Everything except the pictures should be printed exactly as it appears in the records.

========================================

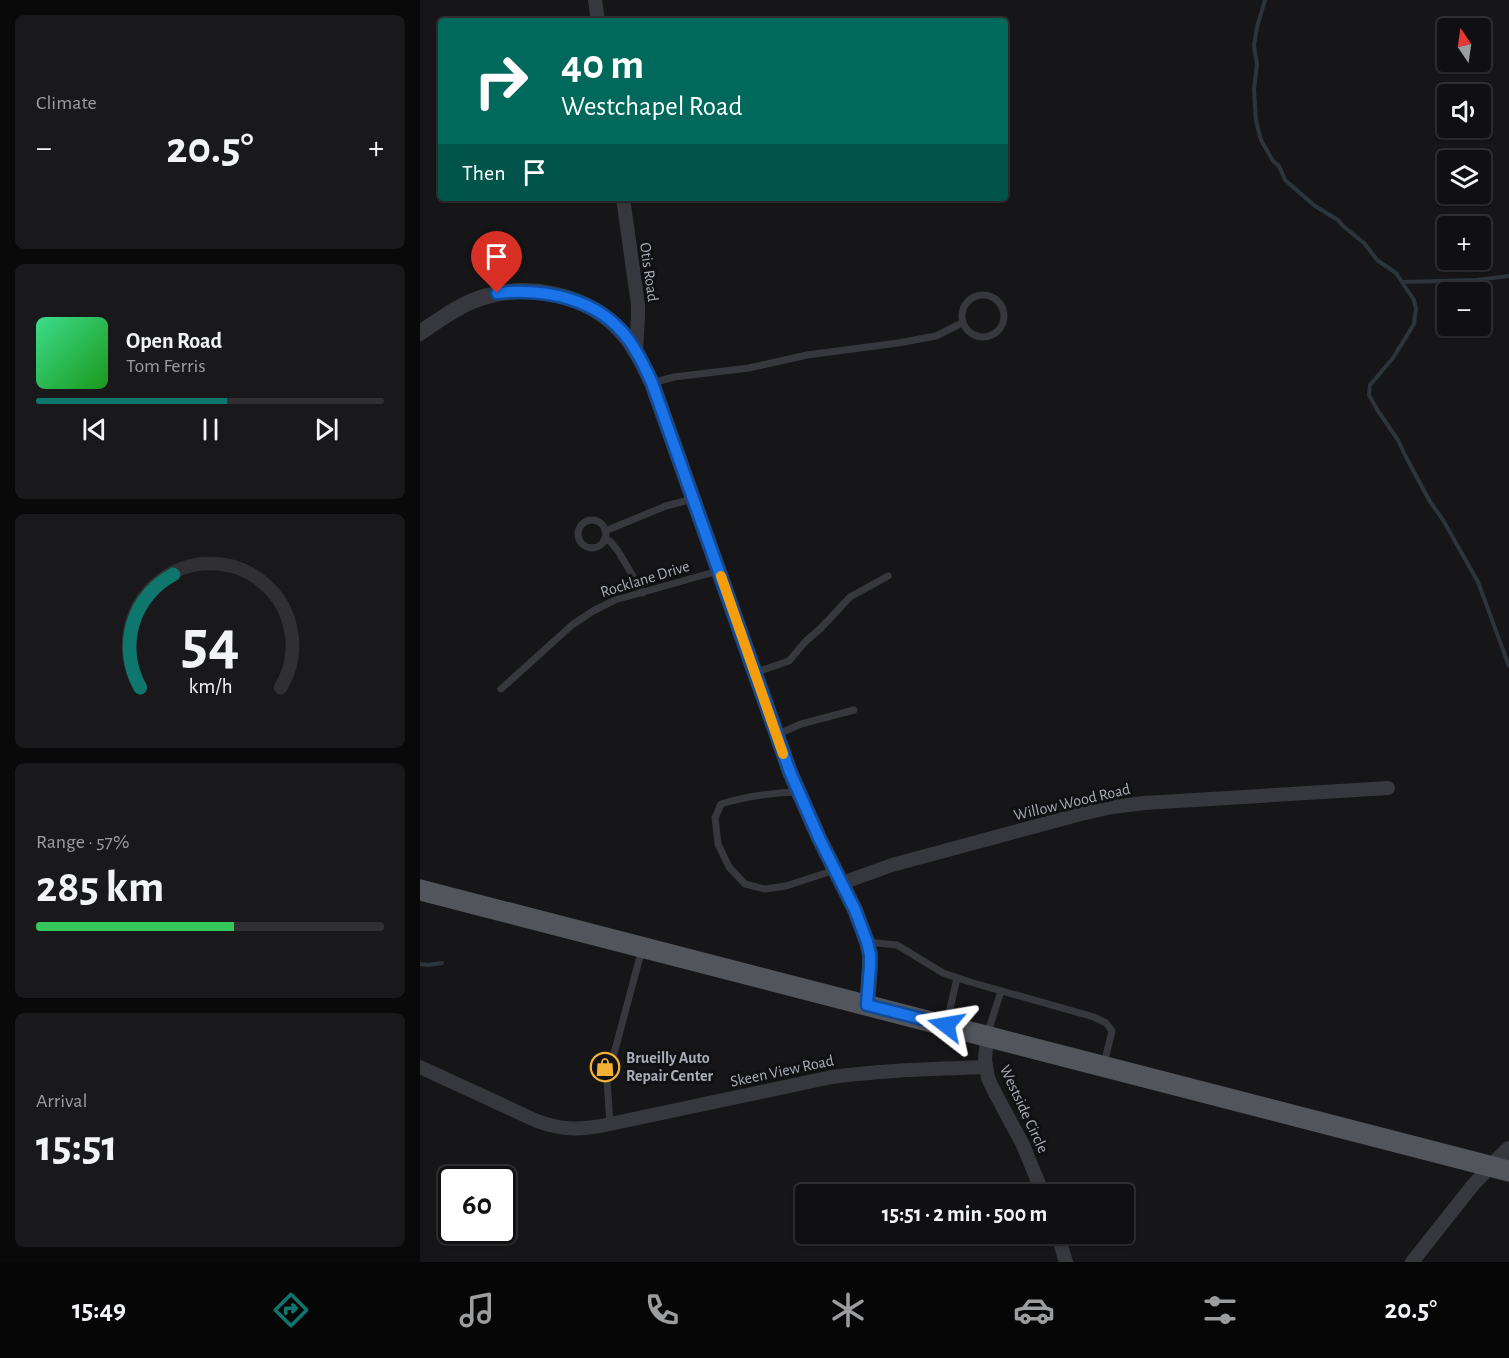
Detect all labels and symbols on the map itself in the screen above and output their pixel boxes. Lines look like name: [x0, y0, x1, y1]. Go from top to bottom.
north arrow: [1437, 18, 1491, 72]
pin: [471, 231, 522, 293]
street label: Otis Road: [637, 241, 661, 303]
street label: Rocklane Drive: [598, 558, 692, 600]
street label: Willow Wood Road: [1012, 781, 1132, 823]
position arrow: [914, 993, 978, 1057]
place label: Brueilly Auto Repair Center: [626, 1050, 713, 1084]
shop icon: Brueilly Auto Repair Center: [589, 1051, 621, 1083]
street label: Skeen View Road: [729, 1052, 835, 1090]
street label: Westside Circle: [997, 1063, 1051, 1155]
speed limit sign: 60: [438, 1166, 516, 1244]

========================================

## Result
Detect all labels and symbols on the map itself in the screen above and output their pixel boxes. Lines look like name: [x0, y0, x1, y1]. Go from top to bottom.
north arrow: [1437, 18, 1491, 72]
pin: [471, 231, 522, 293]
street label: Otis Road: [637, 241, 661, 303]
street label: Rocklane Drive: [598, 558, 692, 600]
street label: Willow Wood Road: [1012, 781, 1132, 823]
position arrow: [914, 993, 978, 1057]
place label: Brueilly Auto Repair Center: [626, 1050, 713, 1084]
shop icon: Brueilly Auto Repair Center: [589, 1051, 621, 1083]
street label: Skeen View Road: [729, 1052, 835, 1090]
street label: Westside Circle: [997, 1063, 1051, 1155]
speed limit sign: 60: [438, 1166, 516, 1244]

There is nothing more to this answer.